On Tue, Jun 5, 2012 at 4:51 PM, Simon Riggs <simon(at)2ndquadrant(dot)com> wrote:
> We might want to have a different definition of apply delay for
> different purposes, so an improved definition of apply delay doesn't
> necessarily mean changing standby delay mechanism.
>
> An improved definition of apply delay would be, IMHO
> if (XLByteLE(receivePtr, replayPtr))
>    return 0;
> if (recoveryLastXTime > currentChunkStartTime)
>  then LastKnownTS = LastAppliedTS
>  else
>         LastKnownTS = StartChunkTS
> ApplyDelay = TimestampDifference(LastKnownTS, GetCurrentTimestamp()….);
>
> Which assumes the clocks are in sync. It also doesn't give very useful
> answers when no commits are occurring, and can hide the effects of
> large amounts of WAL generated by VACUUMs. So we need a better
> definition.

Another problem is that it sometimes subtracts two slave timestamps,
and sometimes subtracts a master timestamp from a slave timestamp.

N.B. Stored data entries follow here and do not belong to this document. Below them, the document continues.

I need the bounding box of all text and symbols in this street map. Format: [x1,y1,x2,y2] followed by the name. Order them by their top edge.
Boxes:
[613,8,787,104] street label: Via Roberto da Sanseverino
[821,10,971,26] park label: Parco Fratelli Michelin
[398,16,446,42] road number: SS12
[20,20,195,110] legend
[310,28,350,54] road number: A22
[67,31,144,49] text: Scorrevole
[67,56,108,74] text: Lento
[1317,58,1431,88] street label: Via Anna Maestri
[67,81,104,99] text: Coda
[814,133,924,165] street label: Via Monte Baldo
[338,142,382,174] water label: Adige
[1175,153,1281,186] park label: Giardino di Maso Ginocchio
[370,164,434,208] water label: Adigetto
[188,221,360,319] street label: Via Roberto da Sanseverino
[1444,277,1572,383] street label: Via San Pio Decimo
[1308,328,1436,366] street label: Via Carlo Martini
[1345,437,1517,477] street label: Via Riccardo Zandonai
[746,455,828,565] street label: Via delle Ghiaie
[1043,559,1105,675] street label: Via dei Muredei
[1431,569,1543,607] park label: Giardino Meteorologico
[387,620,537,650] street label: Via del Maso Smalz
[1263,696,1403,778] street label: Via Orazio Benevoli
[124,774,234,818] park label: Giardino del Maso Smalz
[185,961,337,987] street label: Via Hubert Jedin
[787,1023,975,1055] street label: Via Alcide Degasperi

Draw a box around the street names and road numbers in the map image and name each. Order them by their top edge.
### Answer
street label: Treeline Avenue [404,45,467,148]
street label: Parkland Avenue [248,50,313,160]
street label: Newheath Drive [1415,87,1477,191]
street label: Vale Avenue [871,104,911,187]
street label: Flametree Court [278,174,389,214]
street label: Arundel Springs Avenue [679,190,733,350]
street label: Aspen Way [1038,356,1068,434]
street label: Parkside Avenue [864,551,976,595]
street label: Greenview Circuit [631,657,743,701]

If
we're assuming that the clocks must be in sync, you could argue that's
OK, but I think it will lead to weird edge-case behavior.

Suppose that we have the master guarantee that at least one
timestamped WAL record will be emitted every N seconds. For the sake
of argument, let's say N = 5. So, every 5 seconds, some process wakes
up on the master and checks whether any commit or abort records - or
any other kind of WAL record that carries a timestamp - has been
emitted in the last 5 seconds. If so, then it does nothing. If not,
it checks whether any WAL at all has been emitted since the last
timestamped record was generated. If not, then it again does
nothing. But if so, then it emits a WAL record when consists solely
of a master timestamp.

On the slave, every time we reach a commit record, an abort record, or
one of these new master-timestamp records, or any other record that
happens to have a timestamp, we update some shared memory area which
stores (a) the last master timestamp we saw during replay and (b) the
slave timestamp at the time we replayed it. Apply delay (ignoring
time skew) can be calculated by subtracting the first value from the
second one, or we could expose the two values separately, which might
be even better, since users can then answer questions like "how long
has it been since we were able to recalculate the apply delay?".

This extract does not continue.